═══ Supplied records ═══
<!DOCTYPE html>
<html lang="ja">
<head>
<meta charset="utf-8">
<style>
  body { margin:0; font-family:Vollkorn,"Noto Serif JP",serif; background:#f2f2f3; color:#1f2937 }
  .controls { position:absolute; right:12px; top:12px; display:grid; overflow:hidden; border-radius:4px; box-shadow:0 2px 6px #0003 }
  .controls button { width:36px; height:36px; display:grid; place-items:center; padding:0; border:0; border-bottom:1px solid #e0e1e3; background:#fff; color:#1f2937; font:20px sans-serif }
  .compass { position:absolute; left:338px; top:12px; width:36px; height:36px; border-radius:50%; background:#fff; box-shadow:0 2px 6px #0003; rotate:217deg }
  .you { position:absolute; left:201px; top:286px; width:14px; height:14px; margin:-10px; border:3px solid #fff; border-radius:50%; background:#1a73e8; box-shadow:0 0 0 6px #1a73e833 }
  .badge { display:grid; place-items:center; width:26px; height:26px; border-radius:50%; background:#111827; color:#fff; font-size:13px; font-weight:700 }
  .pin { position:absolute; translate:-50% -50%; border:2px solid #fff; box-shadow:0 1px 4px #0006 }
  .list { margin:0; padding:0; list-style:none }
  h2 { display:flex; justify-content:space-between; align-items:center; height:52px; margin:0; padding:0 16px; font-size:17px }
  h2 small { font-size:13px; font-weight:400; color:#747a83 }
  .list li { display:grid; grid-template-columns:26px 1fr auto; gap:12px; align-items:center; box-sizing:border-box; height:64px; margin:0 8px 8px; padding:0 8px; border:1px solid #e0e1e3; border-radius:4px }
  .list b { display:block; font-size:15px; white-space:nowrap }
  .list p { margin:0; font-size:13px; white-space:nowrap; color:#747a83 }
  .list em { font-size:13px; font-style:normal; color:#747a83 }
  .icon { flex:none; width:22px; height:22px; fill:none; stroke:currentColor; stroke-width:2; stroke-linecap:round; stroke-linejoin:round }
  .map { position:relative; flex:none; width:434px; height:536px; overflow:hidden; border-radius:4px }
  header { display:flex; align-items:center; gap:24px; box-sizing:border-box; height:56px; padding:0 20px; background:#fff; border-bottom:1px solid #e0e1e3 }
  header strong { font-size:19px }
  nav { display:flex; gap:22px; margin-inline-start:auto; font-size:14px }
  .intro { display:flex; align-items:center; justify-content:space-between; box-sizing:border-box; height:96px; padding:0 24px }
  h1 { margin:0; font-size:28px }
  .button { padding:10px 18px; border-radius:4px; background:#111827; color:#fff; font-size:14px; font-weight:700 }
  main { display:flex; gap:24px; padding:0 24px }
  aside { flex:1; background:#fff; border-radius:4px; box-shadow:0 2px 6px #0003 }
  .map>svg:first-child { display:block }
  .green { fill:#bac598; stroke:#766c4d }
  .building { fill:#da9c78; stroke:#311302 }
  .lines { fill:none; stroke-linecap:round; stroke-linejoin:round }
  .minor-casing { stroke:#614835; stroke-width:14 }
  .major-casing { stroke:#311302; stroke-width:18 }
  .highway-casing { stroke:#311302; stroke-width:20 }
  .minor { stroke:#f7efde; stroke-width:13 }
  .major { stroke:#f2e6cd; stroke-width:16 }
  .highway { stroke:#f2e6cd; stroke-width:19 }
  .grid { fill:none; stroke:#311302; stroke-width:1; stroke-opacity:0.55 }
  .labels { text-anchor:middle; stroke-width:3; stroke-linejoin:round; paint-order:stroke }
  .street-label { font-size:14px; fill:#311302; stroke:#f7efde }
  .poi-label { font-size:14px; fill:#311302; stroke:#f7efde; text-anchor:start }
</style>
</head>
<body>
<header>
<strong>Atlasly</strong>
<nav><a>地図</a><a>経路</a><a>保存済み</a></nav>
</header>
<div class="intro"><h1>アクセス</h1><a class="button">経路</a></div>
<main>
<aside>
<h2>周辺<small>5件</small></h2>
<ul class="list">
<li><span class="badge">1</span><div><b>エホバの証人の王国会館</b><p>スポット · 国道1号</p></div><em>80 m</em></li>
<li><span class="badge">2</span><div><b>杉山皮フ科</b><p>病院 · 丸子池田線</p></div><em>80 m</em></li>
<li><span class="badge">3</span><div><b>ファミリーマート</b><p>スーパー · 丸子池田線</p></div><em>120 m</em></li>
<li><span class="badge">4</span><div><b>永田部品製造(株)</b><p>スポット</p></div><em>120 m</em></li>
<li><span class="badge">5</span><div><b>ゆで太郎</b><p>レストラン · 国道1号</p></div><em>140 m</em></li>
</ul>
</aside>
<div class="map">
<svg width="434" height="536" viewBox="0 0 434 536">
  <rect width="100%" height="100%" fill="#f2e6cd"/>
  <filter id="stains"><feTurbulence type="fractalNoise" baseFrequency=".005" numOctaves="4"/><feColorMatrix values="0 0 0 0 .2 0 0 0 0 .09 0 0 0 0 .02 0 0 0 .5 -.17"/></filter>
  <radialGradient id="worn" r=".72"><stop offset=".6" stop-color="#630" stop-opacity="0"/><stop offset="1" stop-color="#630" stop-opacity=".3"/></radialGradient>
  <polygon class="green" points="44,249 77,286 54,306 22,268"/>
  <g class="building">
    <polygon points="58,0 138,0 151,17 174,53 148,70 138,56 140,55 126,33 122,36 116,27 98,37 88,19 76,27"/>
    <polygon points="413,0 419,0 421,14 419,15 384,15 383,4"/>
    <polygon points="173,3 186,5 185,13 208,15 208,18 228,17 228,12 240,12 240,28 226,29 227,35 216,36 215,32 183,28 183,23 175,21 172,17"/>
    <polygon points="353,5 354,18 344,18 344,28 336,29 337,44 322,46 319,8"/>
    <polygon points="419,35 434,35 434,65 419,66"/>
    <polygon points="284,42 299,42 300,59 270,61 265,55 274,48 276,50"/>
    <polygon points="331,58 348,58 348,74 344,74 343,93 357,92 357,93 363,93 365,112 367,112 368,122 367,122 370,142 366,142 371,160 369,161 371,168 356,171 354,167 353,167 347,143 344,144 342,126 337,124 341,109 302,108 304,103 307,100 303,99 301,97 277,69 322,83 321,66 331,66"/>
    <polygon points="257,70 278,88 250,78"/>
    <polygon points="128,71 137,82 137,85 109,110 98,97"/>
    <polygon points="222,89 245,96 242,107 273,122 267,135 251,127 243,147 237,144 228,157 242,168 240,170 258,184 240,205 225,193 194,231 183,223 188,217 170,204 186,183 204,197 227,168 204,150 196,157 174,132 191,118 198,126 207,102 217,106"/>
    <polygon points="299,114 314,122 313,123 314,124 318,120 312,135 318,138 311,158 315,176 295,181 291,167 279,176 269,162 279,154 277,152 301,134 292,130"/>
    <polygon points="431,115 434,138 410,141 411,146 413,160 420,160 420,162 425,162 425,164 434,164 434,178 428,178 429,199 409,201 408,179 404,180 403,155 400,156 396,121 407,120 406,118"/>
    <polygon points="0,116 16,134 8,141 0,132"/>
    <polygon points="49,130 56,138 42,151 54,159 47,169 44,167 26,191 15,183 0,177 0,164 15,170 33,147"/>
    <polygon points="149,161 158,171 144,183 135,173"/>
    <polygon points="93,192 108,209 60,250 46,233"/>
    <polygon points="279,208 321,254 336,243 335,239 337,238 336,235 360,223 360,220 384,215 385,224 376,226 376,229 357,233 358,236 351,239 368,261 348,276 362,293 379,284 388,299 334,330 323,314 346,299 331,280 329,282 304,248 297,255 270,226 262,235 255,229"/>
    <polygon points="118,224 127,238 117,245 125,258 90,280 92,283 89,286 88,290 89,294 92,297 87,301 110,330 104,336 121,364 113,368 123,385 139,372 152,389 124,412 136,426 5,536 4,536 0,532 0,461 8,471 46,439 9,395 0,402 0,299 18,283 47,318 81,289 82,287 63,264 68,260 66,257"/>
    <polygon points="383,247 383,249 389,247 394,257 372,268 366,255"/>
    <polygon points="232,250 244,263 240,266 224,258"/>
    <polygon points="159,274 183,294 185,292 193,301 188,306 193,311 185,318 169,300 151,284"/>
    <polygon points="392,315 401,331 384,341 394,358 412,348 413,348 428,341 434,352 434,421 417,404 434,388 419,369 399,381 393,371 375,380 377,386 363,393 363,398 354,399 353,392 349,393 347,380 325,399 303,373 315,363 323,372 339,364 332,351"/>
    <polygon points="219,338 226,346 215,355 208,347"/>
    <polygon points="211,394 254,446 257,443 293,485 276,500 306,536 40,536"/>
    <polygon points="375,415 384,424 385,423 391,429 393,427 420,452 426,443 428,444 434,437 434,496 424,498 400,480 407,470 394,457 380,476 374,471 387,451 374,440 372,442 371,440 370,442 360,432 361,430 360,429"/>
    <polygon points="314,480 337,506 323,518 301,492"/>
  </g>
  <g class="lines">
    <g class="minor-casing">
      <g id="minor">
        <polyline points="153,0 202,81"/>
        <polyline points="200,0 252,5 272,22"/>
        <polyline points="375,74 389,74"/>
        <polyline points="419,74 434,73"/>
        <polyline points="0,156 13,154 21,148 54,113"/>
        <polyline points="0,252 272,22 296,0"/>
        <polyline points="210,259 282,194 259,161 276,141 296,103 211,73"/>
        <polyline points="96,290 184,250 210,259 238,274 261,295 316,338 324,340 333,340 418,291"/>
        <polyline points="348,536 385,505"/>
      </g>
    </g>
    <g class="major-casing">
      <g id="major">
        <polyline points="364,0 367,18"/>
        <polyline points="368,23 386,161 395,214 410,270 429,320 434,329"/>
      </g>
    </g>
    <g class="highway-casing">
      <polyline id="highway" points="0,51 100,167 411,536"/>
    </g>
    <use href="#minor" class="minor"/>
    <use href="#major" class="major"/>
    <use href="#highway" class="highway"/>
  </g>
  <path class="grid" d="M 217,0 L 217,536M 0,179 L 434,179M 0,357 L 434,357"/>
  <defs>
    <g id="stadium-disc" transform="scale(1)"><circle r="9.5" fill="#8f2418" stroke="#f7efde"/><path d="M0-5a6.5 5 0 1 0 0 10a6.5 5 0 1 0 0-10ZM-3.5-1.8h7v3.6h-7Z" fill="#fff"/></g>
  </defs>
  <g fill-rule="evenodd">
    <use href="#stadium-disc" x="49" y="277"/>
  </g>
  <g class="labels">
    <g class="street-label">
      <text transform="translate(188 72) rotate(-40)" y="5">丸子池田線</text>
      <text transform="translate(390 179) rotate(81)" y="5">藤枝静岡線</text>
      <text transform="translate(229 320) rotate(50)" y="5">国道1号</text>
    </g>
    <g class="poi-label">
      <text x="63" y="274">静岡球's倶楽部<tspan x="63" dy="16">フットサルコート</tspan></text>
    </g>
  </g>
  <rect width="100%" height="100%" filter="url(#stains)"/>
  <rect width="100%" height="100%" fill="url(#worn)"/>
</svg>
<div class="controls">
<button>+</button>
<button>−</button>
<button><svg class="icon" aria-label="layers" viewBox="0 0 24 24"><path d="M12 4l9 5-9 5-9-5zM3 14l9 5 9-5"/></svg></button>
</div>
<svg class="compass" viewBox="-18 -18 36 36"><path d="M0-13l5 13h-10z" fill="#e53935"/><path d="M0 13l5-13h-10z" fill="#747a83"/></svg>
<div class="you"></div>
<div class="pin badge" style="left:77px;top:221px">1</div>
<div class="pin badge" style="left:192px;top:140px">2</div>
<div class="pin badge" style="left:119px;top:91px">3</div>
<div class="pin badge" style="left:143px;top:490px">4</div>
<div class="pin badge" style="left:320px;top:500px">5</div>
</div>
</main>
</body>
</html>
═══
= How to complete this task =
To answer, copy each line from the material above that has the word "compass".

= Solution for this problem =
  .compass { position:absolute; left:338px; top:12px; width:36px; height:36px; border-radius:50%; background:#fff; box-shadow:0 2px 6px #0003; rotate:217deg }
<svg class="compass" viewBox="-18 -18 36 36"><path d="M0-13l5 13h-10z" fill="#e53935"/><path d="M0 13l5-13h-10z" fill="#747a83"/></svg>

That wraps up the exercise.